Exercise objective
If a line includes the word "image", it belongs in the count; state the total for the data below and add nothing.
Dataset Block Start
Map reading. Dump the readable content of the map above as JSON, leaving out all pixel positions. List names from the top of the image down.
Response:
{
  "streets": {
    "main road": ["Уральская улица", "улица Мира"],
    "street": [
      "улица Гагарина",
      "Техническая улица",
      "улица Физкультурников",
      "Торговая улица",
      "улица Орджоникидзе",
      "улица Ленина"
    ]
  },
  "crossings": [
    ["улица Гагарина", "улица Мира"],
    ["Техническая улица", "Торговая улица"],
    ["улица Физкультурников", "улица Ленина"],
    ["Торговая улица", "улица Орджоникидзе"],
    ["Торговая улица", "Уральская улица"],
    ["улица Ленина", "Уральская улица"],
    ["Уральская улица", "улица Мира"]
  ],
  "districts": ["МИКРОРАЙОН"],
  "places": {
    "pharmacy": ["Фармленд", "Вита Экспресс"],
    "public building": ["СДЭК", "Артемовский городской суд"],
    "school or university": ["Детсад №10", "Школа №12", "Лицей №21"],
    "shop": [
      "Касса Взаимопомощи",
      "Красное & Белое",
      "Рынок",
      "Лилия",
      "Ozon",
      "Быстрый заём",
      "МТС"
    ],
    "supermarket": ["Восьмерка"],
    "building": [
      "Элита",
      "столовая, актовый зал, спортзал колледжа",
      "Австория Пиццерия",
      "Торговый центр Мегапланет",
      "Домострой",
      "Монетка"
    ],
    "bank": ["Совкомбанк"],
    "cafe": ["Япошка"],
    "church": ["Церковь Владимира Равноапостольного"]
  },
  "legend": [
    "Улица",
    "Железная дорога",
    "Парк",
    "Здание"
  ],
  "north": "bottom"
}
Dataset Block End
Dataset Block Start
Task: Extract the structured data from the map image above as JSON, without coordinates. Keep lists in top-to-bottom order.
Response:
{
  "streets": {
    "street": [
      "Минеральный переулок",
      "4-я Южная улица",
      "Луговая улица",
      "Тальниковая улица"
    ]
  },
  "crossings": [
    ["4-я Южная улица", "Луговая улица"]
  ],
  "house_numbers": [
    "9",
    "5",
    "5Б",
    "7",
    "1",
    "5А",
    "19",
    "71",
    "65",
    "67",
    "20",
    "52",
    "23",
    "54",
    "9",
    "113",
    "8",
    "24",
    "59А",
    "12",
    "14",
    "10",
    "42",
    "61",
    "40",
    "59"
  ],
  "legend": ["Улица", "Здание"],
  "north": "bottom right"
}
Dataset Block End
Answer
2